DATA RECORDS Block Start
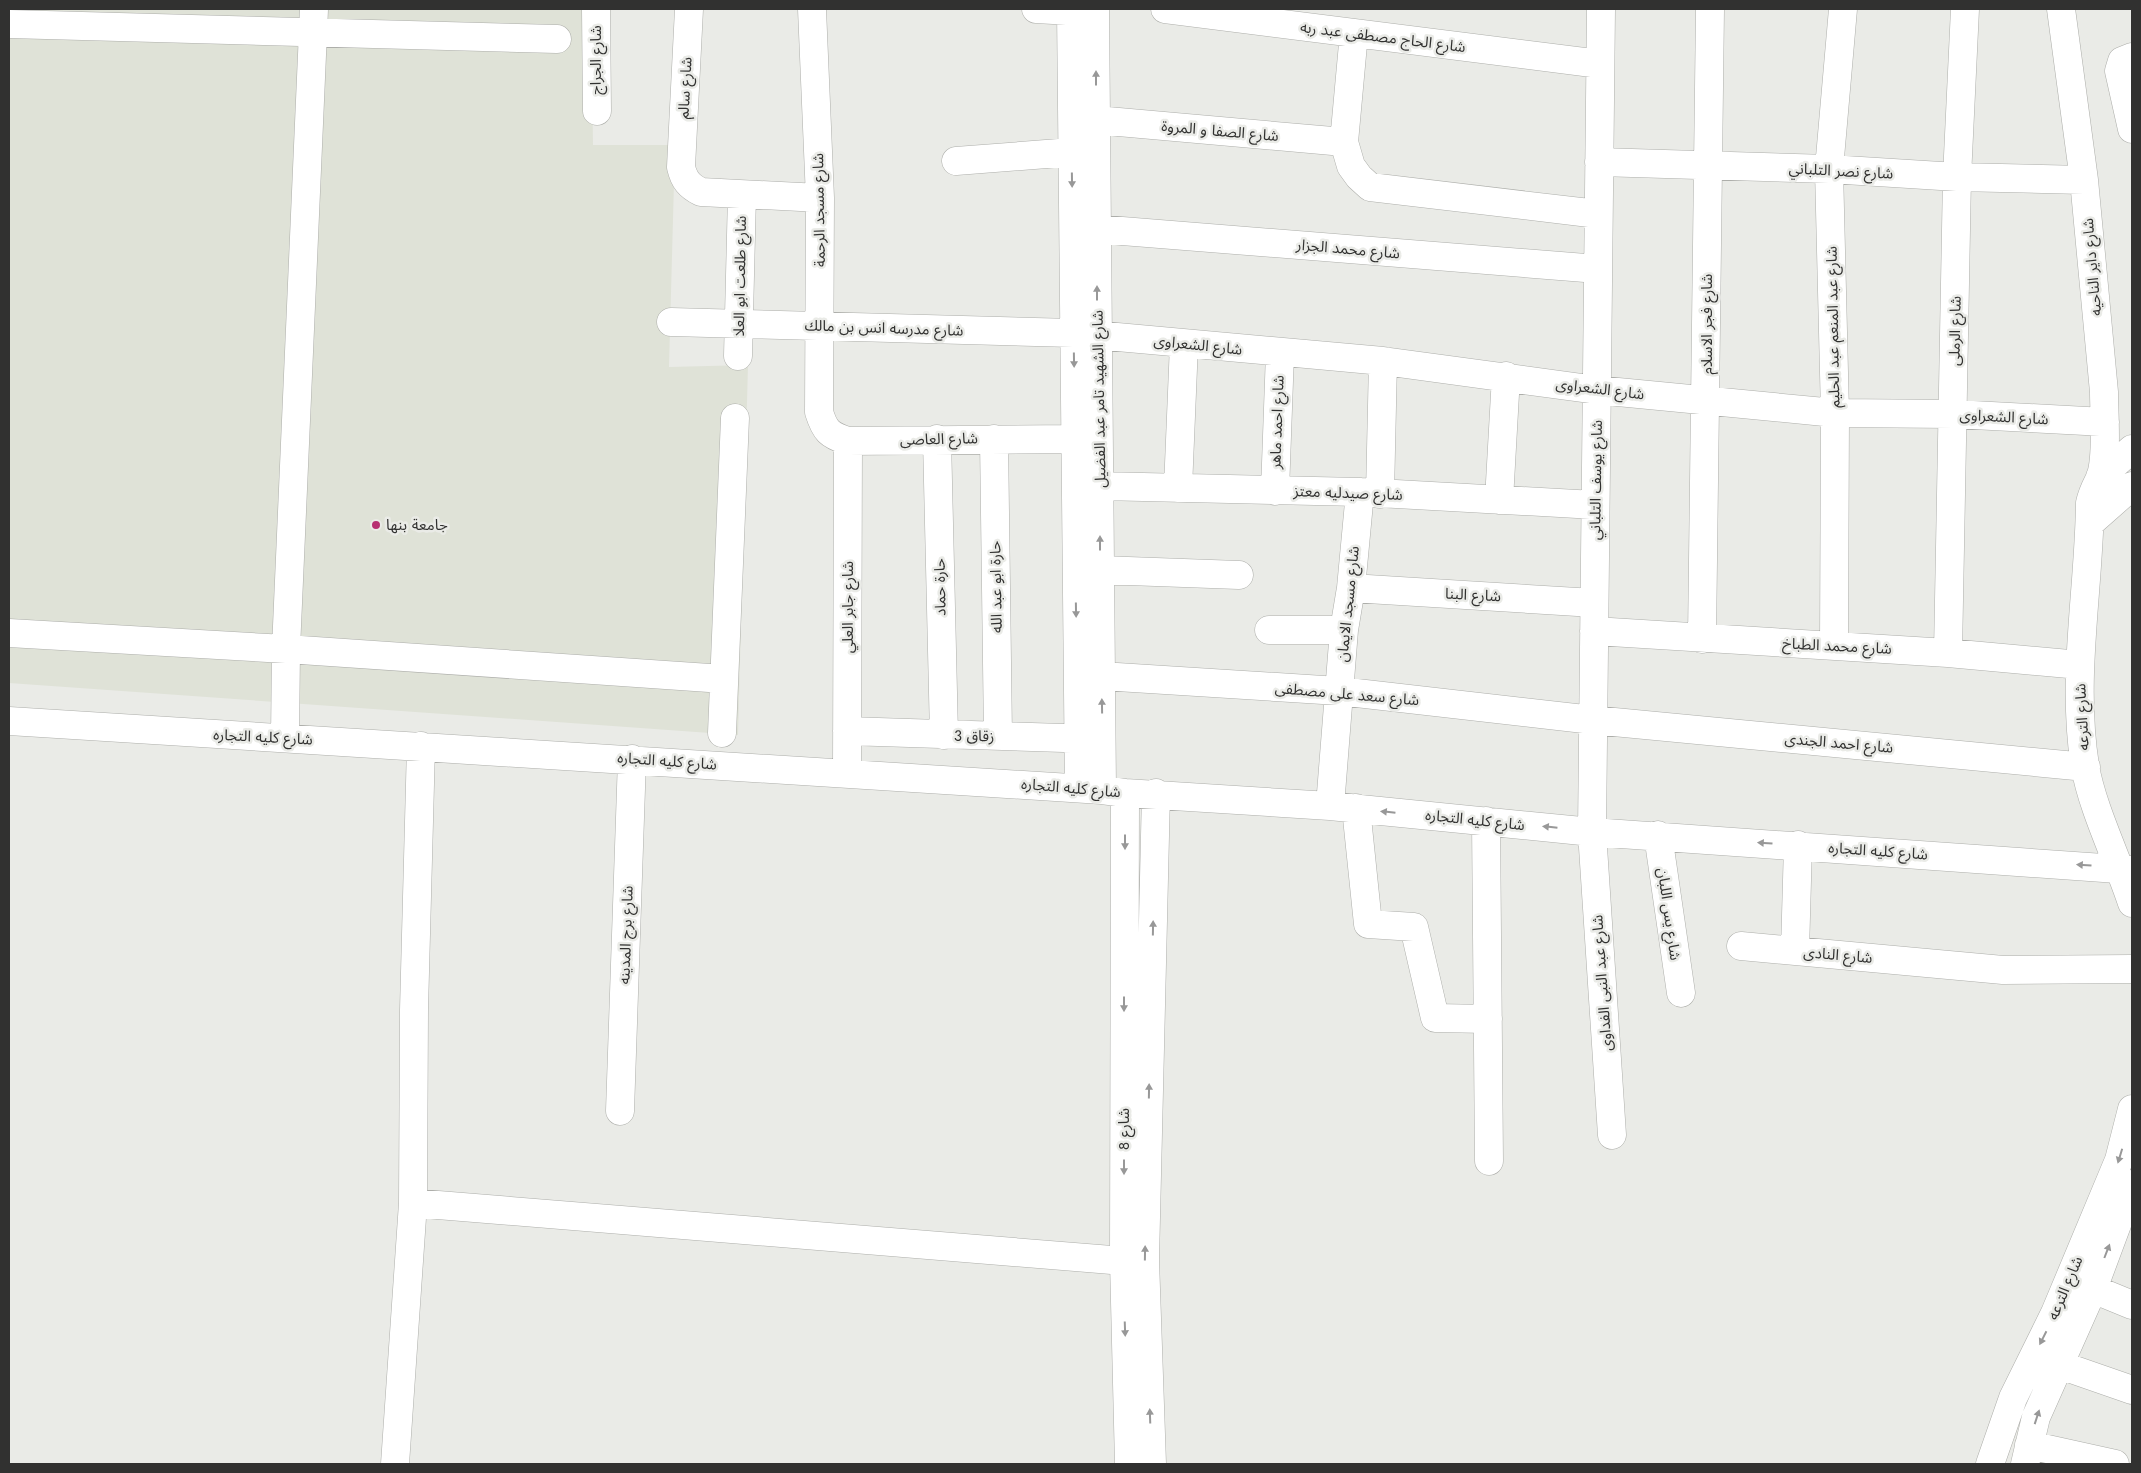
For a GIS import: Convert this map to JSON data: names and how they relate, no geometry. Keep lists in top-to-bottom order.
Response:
{
  "streets": {
    "street": [
      "شارع الحاج مصطفى عبد ربه",
      "شارع الجراج",
      "شارع سالم",
      "شارع الصفا و المروة",
      "شارع نصر التلباني",
      "شارع مسجد الرحمة",
      "شارع محمد الجزار",
      "شارع داير الناحيه",
      "شارع طلعت ابو العلا",
      "شارع فجر الاسلام",
      "شارع عبد المنعم عبد الحليم",
      "شارع مدرسه انس بن مالك",
      "شارع الرملى",
      "شارع الشعراوى",
      "شارع الشهيد تامر عبد الفضيل",
      "شارع احمد ماهر",
      "شارع العاصى",
      "شارع يوسف التلباني",
      "شارع صيدليه معتز",
      "حارة حماد",
      "حارة ابو عبد الله",
      "شارع البنا",
      "شارع مسجد الايمان",
      "شارع جابر العلي",
      "شارع محمد الطباخ",
      "شارع سعد على مصطفى",
      "شارع الترعه",
      "زقاق 3",
      "شارع كليه التجاره",
      "شارع احمد الجندى",
      "شارع يس اللبان",
      "شارع برج المدينه",
      "شارع النادى",
      "شارع عبد النبى الفداوى",
      "شارع 8"
    ]
  },
  "crossings": [
    ["شارع الحاج مصطفى عبد ربه", "شارع يوسف التلباني"],
    ["شارع سالم", "شارع طلعت ابو العلا"],
    ["شارع الصفا و المروة", "شارع الشهيد تامر عبد الفضيل"],
    ["شارع نصر التلباني", "شارع داير الناحيه"],
    ["شارع نصر التلباني", "شارع فجر الاسلام"],
    ["شارع نصر التلباني", "شارع عبد المنعم عبد الحليم"],
    ["شارع نصر التلباني", "شارع الرملى"],
    ["شارع نصر التلباني", "شارع يوسف التلباني"],
    ["شارع مسجد الرحمة", "شارع مدرسه انس بن مالك"],
    ["شارع مسجد الرحمة", "شارع العاصى"],
    ["شارع مسجد الرحمة", "شارع جابر العلي"],
    ["شارع محمد الجزار", "شارع الشهيد تامر عبد الفضيل"],
    ["شارع محمد الجزار", "شارع يوسف التلباني"],
    ["شارع داير الناحيه", "شارع الشعراوى"],
    ["شارع داير الناحيه", "شارع الترعه"],
    ["شارع طلعت ابو العلا", "شارع مدرسه انس بن مالك"],
    ["شارع فجر الاسلام", "شارع الشعراوى"],
    ["شارع فجر الاسلام", "شارع محمد الطباخ"],
    ["شارع عبد المنعم عبد الحليم", "شارع الشعراوى"],
    ["شارع عبد المنعم عبد الحليم", "شارع محمد الطباخ"],
    ["شارع مدرسه انس بن مالك", "شارع الشعراوى"],
    ["شارع مدرسه انس بن مالك", "شارع الشهيد تامر عبد الفضيل"],
    ["شارع الرملى", "شارع الشعراوى"],
    ["شارع الرملى", "شارع محمد الطباخ"],
    ["شارع الشعراوى", "شارع الشهيد تامر عبد الفضيل"],
    ["شارع الشعراوى", "شارع احمد ماهر"],
    ["شارع الشعراوى", "شارع يوسف التلباني"],
    ["شارع الشعراوى", "شارع مسجد الايمان"],
    ["شارع الشهيد تامر عبد الفضيل", "شارع العاصى"],
    ["شارع الشهيد تامر عبد الفضيل", "شارع صيدليه معتز"],
    ["شارع الشهيد تامر عبد الفضيل", "شارع سعد على مصطفى"],
    ["شارع الشهيد تامر عبد الفضيل", "زقاق 3"],
    ["شارع الشهيد تامر عبد الفضيل", "شارع كليه التجاره"],
    ["شارع الشهيد تامر عبد الفضيل", "شارع 8"],
    ["شارع احمد ماهر", "شارع صيدليه معتز"],
    ["شارع العاصى", "حارة حماد"],
    ["شارع العاصى", "حارة ابو عبد الله"],
    ["شارع العاصى", "شارع جابر العلي"],
    ["شارع يوسف التلباني", "شارع صيدليه معتز"],
    ["شارع يوسف التلباني", "شارع البنا"],
    ["شارع يوسف التلباني", "شارع محمد الطباخ"],
    ["شارع يوسف التلباني", "شارع سعد على مصطفى"],
    ["شارع يوسف التلباني", "شارع كليه التجاره"],
    ["شارع يوسف التلباني", "شارع احمد الجندى"],
    ["شارع يوسف التلباني", "شارع عبد النبى الفداوى"],
    ["شارع صيدليه معتز", "شارع مسجد الايمان"],
    ["حارة حماد", "زقاق 3"],
    ["حارة ابو عبد الله", "زقاق 3"],
    ["شارع البنا", "شارع مسجد الايمان"],
    ["شارع مسجد الايمان", "شارع سعد على مصطفى"],
    ["شارع مسجد الايمان", "شارع كليه التجاره"],
    ["شارع جابر العلي", "زقاق 3"],
    ["شارع جابر العلي", "شارع كليه التجاره"],
    ["شارع محمد الطباخ", "شارع الترعه"],
    ["شارع سعد على مصطفى", "شارع احمد الجندى"],
    ["شارع الترعه", "شارع كليه التجاره"],
    ["شارع الترعه", "شارع احمد الجندى"],
    ["شارع كليه التجاره", "شارع يس اللبان"],
    ["شارع كليه التجاره", "شارع برج المدينه"],
    ["شارع كليه التجاره", "شارع عبد النبى الفداوى"],
    ["شارع كليه التجاره", "شارع 8"]
  ],
  "places": ["جامعة بنها"]
}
DATA RECORDS Block End
▶ _WHAT YOU WILL DO_: For this exercise, copy every line of the data that holds "الرملى".

▶ _COMPLETED EXERCISE_:
      "شارع الرملى",
    ["شارع نصر التلباني", "شارع الرملى"],
    ["شارع الرملى", "شارع الشعراوى"],
    ["شارع الرملى", "شارع محمد الطباخ"],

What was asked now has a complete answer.